Directions for this task: Find the line with "fill:#8d6e63; stroke:#fff; stroke-width:3" and the line with "fill:#1a4fb4; stroke:#fff; stroke-width:3" in the entries below; output exactly those two lines, every line between them, and no others.

(Stored records)

----

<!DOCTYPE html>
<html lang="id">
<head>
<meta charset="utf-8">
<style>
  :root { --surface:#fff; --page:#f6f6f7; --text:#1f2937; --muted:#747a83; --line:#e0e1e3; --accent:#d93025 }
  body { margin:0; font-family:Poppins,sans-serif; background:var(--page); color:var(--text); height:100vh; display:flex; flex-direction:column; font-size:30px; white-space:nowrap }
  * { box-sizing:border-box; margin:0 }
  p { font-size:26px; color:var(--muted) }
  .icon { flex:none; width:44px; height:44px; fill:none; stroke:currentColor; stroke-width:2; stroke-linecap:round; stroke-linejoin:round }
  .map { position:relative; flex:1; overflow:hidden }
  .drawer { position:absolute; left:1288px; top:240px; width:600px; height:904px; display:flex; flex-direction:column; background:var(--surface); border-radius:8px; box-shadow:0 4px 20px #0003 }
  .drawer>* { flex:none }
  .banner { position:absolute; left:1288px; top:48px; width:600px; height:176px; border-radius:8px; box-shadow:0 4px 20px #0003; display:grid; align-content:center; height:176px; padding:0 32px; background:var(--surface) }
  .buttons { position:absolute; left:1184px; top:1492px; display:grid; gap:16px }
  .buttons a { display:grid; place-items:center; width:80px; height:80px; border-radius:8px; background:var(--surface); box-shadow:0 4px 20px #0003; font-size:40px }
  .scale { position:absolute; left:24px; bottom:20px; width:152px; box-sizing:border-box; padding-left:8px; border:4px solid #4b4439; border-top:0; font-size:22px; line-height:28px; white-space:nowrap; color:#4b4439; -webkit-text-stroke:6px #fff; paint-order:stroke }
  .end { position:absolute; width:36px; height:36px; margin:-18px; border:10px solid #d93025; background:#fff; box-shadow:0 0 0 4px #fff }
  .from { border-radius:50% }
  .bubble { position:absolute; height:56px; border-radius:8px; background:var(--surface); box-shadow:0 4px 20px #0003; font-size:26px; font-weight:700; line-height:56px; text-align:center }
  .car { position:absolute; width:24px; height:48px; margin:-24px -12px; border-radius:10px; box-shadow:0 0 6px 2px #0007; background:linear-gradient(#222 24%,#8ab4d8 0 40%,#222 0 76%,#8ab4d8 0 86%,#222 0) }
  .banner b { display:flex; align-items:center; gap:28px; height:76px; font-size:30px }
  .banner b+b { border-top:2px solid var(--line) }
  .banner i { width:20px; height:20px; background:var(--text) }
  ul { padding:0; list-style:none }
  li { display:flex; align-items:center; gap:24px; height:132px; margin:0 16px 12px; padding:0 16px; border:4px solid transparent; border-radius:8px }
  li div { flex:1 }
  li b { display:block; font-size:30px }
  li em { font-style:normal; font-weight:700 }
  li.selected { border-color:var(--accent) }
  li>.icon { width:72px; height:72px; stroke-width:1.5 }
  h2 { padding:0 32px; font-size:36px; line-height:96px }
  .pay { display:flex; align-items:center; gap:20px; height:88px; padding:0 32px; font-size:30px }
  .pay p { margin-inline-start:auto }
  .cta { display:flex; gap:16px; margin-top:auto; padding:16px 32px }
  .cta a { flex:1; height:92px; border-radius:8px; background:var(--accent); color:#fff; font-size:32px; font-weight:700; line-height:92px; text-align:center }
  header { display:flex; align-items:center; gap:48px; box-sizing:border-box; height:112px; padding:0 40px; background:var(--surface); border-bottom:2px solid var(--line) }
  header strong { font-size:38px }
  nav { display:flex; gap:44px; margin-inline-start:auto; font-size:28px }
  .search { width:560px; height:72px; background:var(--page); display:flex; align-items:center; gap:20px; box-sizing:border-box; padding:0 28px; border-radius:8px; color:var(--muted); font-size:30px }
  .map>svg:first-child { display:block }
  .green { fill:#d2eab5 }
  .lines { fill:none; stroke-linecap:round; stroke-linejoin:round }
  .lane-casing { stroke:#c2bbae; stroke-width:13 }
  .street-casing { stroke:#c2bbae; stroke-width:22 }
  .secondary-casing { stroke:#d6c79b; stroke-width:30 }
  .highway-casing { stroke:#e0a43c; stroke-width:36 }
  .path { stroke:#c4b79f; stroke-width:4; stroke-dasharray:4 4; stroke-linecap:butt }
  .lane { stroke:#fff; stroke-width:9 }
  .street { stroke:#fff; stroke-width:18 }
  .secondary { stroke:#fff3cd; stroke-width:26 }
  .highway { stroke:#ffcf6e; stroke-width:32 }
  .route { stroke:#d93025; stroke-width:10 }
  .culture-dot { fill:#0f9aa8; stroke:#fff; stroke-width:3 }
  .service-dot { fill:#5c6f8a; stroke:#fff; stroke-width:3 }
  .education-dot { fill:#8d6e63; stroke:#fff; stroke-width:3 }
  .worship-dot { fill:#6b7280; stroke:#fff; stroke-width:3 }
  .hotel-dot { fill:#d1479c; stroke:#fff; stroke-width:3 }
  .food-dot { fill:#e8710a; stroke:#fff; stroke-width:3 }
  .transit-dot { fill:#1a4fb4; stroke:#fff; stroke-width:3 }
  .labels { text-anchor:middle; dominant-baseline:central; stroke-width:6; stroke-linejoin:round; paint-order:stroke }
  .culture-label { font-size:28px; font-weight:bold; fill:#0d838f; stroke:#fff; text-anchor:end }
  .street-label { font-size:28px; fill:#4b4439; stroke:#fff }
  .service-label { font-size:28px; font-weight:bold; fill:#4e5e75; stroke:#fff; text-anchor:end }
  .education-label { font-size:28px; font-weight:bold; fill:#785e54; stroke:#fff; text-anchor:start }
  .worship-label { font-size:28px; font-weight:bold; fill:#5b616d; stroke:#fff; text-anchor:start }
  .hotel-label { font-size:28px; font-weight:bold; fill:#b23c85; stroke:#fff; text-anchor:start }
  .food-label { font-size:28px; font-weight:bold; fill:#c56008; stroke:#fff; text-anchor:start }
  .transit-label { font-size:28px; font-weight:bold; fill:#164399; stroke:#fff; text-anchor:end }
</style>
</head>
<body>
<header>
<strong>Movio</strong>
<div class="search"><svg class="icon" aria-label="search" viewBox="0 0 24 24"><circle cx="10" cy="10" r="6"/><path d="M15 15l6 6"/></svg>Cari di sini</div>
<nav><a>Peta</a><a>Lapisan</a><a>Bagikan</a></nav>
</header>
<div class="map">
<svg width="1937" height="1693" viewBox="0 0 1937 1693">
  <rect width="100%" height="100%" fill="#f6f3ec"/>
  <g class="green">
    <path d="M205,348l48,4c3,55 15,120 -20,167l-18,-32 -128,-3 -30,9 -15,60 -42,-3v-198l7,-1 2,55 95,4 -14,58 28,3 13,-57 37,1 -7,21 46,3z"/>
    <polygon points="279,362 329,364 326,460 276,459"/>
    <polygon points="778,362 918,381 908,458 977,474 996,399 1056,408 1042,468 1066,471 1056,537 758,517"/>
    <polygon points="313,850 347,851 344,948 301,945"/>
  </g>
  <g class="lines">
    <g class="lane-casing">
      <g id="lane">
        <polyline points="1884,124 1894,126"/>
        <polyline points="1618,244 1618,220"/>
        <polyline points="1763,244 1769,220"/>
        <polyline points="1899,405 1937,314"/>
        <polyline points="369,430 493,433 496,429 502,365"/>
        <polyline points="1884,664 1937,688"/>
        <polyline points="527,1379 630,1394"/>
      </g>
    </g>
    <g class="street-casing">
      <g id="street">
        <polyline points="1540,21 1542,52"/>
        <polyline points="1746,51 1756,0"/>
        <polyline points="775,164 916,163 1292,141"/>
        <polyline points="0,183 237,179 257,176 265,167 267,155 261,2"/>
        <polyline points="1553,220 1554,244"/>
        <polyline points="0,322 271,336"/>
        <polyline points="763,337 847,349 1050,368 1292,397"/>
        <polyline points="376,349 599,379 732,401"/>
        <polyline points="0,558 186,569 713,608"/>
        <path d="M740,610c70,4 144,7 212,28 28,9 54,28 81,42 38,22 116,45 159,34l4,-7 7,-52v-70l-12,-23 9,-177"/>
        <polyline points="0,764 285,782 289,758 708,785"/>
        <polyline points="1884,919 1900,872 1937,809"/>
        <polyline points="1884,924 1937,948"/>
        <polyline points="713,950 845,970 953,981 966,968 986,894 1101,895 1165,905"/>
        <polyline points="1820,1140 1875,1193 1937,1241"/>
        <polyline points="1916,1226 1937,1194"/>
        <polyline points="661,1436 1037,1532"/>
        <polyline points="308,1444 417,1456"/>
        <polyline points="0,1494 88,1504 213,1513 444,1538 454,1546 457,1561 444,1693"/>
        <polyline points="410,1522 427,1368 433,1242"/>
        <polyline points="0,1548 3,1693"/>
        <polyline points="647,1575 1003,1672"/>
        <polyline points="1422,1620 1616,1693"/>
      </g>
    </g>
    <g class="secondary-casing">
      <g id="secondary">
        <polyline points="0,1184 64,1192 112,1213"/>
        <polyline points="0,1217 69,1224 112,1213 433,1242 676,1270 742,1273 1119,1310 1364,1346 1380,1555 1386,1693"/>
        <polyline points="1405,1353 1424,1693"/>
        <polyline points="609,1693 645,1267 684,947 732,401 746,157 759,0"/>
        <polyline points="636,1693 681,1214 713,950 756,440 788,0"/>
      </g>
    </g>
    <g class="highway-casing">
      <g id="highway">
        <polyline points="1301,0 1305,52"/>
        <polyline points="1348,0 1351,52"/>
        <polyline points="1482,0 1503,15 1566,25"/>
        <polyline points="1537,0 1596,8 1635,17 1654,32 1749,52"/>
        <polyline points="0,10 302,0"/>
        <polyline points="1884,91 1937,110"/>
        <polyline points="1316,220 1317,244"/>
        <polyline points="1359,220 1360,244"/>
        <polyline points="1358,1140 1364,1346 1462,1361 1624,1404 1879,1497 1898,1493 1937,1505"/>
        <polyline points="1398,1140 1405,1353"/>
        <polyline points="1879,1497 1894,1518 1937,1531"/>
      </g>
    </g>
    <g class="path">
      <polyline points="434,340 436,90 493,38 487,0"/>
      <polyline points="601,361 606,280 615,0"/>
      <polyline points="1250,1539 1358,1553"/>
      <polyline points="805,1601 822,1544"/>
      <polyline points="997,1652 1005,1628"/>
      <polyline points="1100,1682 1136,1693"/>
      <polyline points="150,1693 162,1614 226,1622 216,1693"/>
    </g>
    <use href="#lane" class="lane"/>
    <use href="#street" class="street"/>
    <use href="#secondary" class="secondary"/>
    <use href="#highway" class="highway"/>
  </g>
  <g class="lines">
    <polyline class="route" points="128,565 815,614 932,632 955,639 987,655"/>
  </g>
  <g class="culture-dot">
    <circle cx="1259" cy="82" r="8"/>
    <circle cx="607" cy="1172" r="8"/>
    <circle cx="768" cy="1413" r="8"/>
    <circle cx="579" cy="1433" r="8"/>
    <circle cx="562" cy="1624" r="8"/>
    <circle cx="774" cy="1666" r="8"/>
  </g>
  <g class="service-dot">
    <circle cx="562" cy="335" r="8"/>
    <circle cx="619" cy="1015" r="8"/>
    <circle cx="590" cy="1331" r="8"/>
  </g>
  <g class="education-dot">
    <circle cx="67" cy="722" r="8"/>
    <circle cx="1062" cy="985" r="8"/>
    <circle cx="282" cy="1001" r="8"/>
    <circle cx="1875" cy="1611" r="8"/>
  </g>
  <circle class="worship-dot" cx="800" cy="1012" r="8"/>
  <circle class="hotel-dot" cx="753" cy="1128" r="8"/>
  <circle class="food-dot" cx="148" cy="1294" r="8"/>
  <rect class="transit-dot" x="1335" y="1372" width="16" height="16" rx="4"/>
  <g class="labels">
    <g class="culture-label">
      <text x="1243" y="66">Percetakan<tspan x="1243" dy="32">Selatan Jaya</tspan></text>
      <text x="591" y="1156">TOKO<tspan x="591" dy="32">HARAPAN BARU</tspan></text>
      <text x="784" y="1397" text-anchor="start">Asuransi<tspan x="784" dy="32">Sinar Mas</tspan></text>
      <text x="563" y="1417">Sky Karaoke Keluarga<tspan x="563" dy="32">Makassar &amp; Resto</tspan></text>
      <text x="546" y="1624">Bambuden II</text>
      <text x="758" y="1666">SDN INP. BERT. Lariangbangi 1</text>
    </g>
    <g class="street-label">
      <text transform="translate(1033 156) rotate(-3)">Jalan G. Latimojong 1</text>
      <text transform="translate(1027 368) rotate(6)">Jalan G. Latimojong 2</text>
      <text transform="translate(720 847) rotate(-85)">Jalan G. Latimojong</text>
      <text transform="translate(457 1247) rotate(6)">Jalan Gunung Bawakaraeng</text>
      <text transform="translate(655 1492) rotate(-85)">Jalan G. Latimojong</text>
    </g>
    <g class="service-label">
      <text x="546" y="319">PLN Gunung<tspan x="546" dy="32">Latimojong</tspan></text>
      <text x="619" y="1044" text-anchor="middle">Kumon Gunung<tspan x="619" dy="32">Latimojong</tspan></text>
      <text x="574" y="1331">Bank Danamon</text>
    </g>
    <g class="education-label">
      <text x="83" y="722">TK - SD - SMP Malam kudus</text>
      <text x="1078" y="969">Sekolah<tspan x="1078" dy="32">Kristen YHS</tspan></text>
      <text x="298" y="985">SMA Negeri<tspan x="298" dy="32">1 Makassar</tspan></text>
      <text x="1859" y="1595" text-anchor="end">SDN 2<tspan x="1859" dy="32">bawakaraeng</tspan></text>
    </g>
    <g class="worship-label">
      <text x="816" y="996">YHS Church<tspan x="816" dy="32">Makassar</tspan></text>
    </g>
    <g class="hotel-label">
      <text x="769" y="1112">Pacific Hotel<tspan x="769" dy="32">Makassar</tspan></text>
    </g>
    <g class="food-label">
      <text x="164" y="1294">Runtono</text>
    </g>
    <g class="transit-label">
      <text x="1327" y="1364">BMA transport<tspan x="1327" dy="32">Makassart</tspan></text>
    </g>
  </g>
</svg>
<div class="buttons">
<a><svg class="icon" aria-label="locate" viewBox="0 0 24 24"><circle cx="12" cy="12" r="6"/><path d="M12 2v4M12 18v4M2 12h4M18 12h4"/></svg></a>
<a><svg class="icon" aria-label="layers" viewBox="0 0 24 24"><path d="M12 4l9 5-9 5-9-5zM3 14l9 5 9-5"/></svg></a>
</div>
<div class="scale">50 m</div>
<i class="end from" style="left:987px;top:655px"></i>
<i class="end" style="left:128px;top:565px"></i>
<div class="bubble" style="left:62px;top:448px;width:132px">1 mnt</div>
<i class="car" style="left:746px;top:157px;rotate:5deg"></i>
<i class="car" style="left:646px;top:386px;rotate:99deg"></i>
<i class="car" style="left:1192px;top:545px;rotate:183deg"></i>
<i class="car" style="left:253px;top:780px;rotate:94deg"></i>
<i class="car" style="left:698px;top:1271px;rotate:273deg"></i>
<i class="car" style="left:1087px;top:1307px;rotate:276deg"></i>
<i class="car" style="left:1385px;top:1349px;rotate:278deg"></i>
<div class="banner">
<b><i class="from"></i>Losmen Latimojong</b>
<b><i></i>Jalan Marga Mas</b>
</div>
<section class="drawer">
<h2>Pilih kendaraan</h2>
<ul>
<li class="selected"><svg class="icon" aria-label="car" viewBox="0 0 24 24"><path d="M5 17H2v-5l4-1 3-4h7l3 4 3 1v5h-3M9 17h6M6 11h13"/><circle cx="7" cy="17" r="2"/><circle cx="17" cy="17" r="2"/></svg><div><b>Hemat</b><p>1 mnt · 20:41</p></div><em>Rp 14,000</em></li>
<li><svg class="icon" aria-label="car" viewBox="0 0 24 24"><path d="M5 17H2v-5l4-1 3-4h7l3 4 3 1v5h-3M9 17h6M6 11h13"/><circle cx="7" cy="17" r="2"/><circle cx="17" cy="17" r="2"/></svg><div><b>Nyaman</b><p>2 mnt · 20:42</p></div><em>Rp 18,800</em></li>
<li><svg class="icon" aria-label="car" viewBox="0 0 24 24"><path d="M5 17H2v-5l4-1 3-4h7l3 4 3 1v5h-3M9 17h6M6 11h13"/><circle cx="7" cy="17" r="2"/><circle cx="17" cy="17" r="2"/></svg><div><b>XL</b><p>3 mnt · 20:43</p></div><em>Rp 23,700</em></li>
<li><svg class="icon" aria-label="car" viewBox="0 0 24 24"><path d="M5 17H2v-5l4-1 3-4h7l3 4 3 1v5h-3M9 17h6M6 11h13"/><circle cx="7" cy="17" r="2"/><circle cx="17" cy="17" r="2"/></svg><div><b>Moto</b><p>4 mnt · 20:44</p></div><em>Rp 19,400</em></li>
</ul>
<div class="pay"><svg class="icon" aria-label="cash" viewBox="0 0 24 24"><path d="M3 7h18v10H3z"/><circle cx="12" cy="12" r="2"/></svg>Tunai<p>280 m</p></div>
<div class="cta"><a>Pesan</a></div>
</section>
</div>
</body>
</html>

----

Your response:
  .education-dot { fill:#8d6e63; stroke:#fff; stroke-width:3 }
  .worship-dot { fill:#6b7280; stroke:#fff; stroke-width:3 }
  .hotel-dot { fill:#d1479c; stroke:#fff; stroke-width:3 }
  .food-dot { fill:#e8710a; stroke:#fff; stroke-width:3 }
  .transit-dot { fill:#1a4fb4; stroke:#fff; stroke-width:3 }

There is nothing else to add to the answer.